[Listed records]

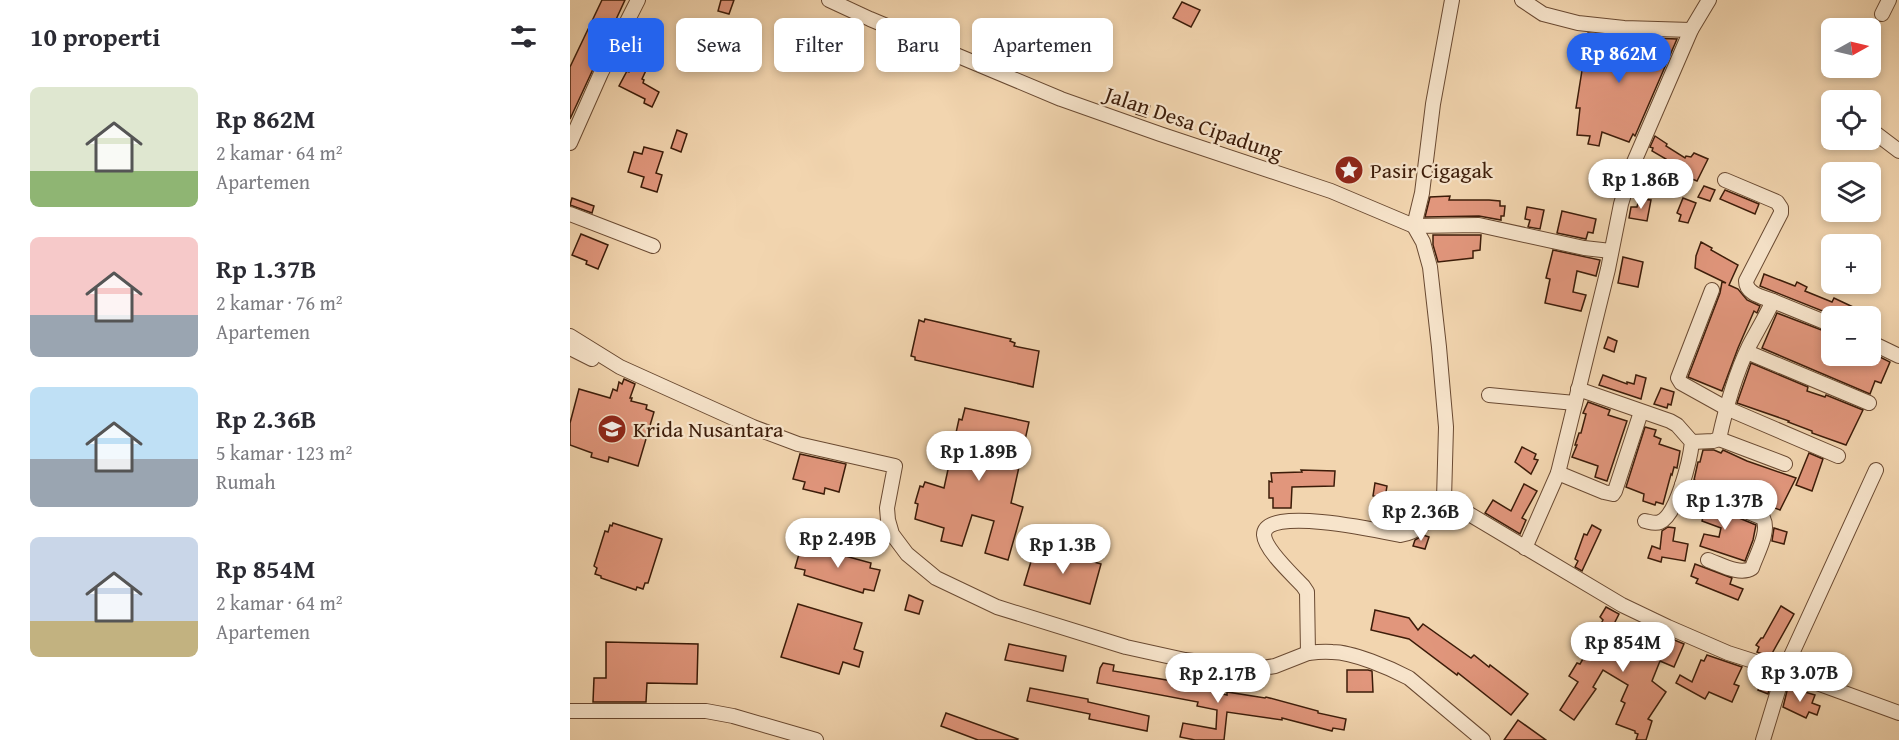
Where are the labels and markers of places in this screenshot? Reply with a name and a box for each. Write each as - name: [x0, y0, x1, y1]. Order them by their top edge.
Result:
- pin: Rp 862M: [1564, 33, 1674, 84]
- place icon: Pasir Cigagak: [1333, 154, 1365, 186]
- place label: Pasir Cigagak: [1370, 154, 1494, 186]
- pin: Rp 1.86B: [1579, 159, 1703, 210]
- school or university icon: Krida Nusantara: [596, 413, 628, 445]
- place label: Krida Nusantara: [633, 413, 784, 445]
- pin: Rp 1.89B: [917, 431, 1041, 482]
- pin: Rp 1.37B: [1663, 480, 1787, 531]
- pin: Rp 2.36B: [1359, 491, 1483, 542]
- pin: Rp 2.49B: [776, 518, 900, 569]
- pin: Rp 1.3B: [1008, 524, 1118, 575]
- pin: Rp 854M: [1568, 622, 1678, 673]
- pin: Rp 3.07B: [1738, 652, 1862, 703]
- pin: Rp 2.17B: [1156, 653, 1280, 704]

[/Listed records]

What you give back should be the full material above, retyped exactly, with every image removed.

**Reply to the exercise:**
Where are the labels and markers of places in this screenshot? Reply with a name and a box for each. Write each as - name: [x0, y0, x1, y1]. Order them by their top edge.
Result:
- pin: Rp 862M: [1564, 33, 1674, 84]
- place icon: Pasir Cigagak: [1333, 154, 1365, 186]
- place label: Pasir Cigagak: [1370, 154, 1494, 186]
- pin: Rp 1.86B: [1579, 159, 1703, 210]
- school or university icon: Krida Nusantara: [596, 413, 628, 445]
- place label: Krida Nusantara: [633, 413, 784, 445]
- pin: Rp 1.89B: [917, 431, 1041, 482]
- pin: Rp 1.37B: [1663, 480, 1787, 531]
- pin: Rp 2.36B: [1359, 491, 1483, 542]
- pin: Rp 2.49B: [776, 518, 900, 569]
- pin: Rp 1.3B: [1008, 524, 1118, 575]
- pin: Rp 854M: [1568, 622, 1678, 673]
- pin: Rp 3.07B: [1738, 652, 1862, 703]
- pin: Rp 2.17B: [1156, 653, 1280, 704]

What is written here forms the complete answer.